Noam Chomsky reconnaît que, dans les faits, les Palestiniens furent bien expulsés, et qu'il s’agit moralement d’un crime majeur, et que les Palestiniens disposent légalement du droit de revenir. Il conclut pourtant que l’application de ce droit n’est politiquement pas possible, que le revendiquer serait inefficace, et que faire miroiter cet espoir illusoire (d'après lui) aux réfugiés palestiniens est en effet profondément immoral.
D'autres maintiennent au contraire qu’un droit moral et légal n’a aucun sens s’il ne peut être appliqué, et que la mise en œuvre du droit au retour est réellement possible.
Il ne nous intéresse pas de reconnaître qui a tort et qui a raison mais de savoir que, même parmi des gens honnêtes et respectables, il peut exister de réelles et légitimes différences en matière de jugement politique.

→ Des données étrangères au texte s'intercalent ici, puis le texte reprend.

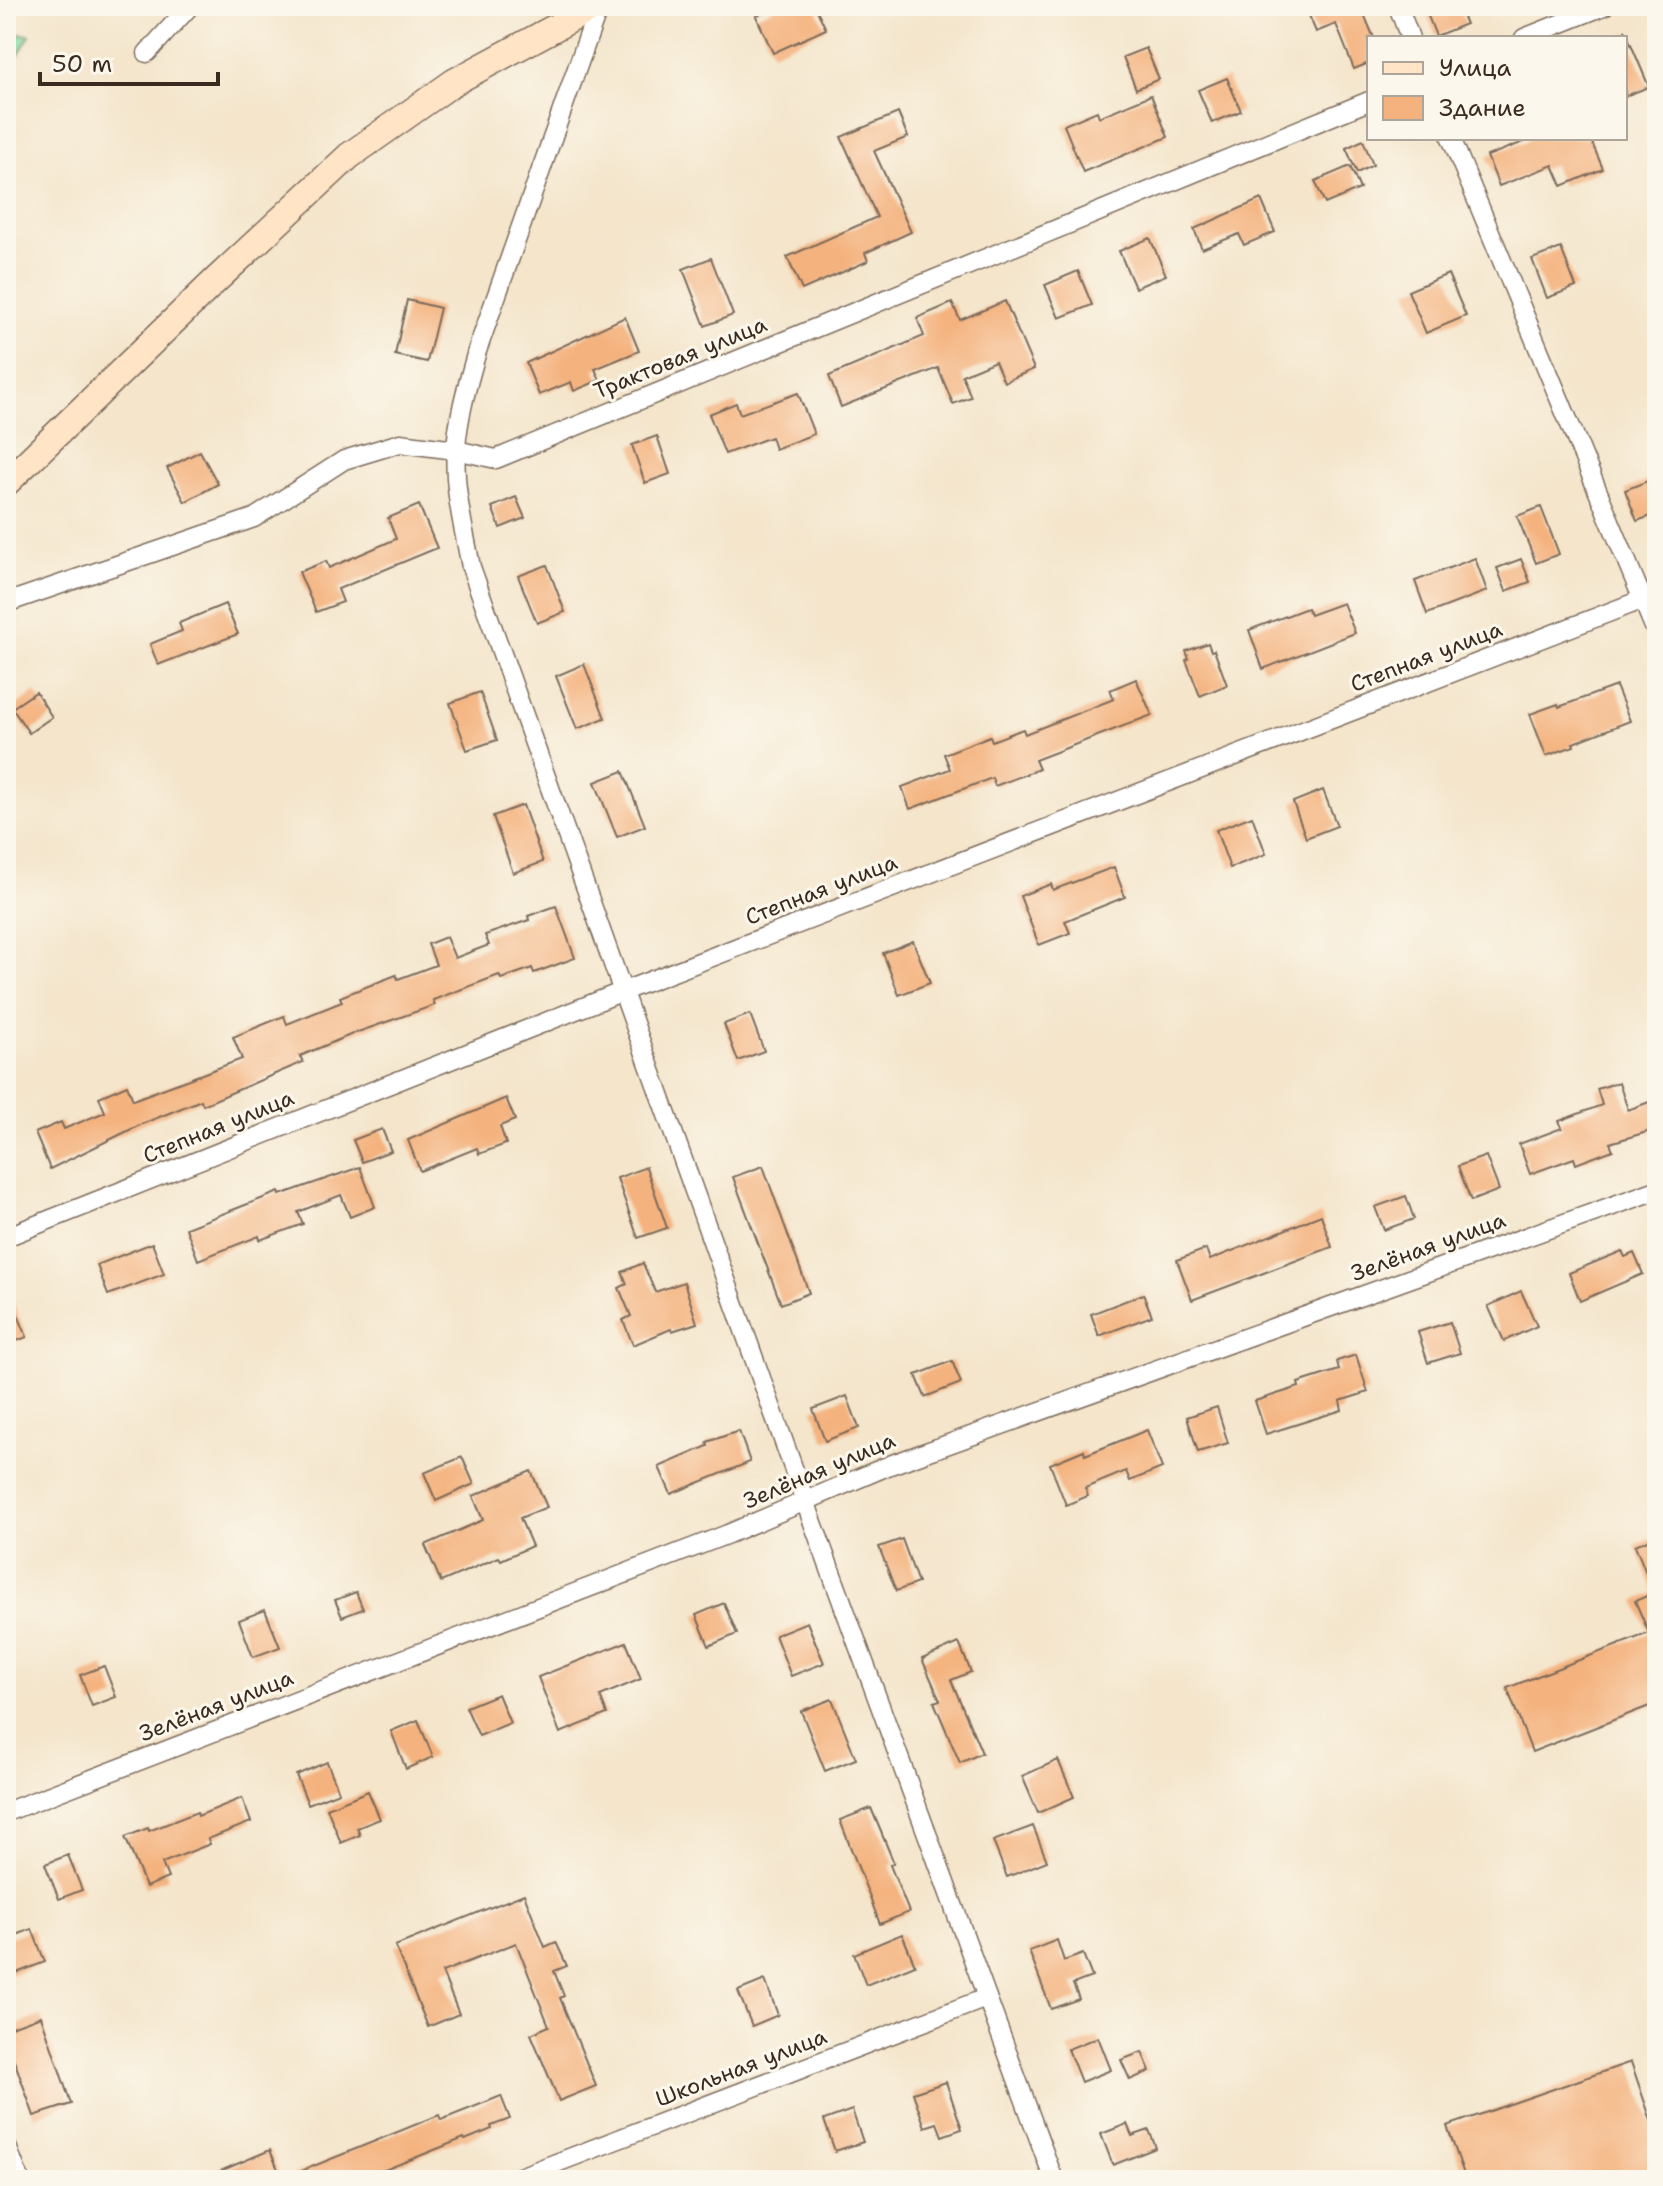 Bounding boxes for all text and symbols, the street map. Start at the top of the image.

Ceci étant dit, il faut toutefois souligner que – à tous les niveaux, parmi ceux qui partagent des valeurs morales ordinaires – l’ampleur des désaccords politiques reste relativement limitée, quand celle des convergences se montre relativement importante1.
Le paradoxe souligné par Finkelstein relève, selon nous, d’une question de conscience.
Le mépris évident de la vie de centaines de milliers de Palestiniens est une réalité avec laquelle il nous faut compter aujourd’hui. Nous pourrions nous demander ce qui fait qu’une personne demeure insensible à la douleur et à la souffrance d’autrui. Nous constatons bien une telle attitude chez les sionistes. Nous l'observons aussi chez les dirigeants britanniques et chez les dirigeants étasuniens actuels. Nous voyons également qu'un motif inquiétant prend forme dans les relations entre ces groupes, et parmi les dirigeants des autres nations, qui promeuvent le mensonge de la « terre d’Israël donnée par Dieu ». Ces derniers n'ont plus aucun repères moraux. Ou peut-être pouvons-nous nous demander s’ils n'ont jamais eu de repères moraux.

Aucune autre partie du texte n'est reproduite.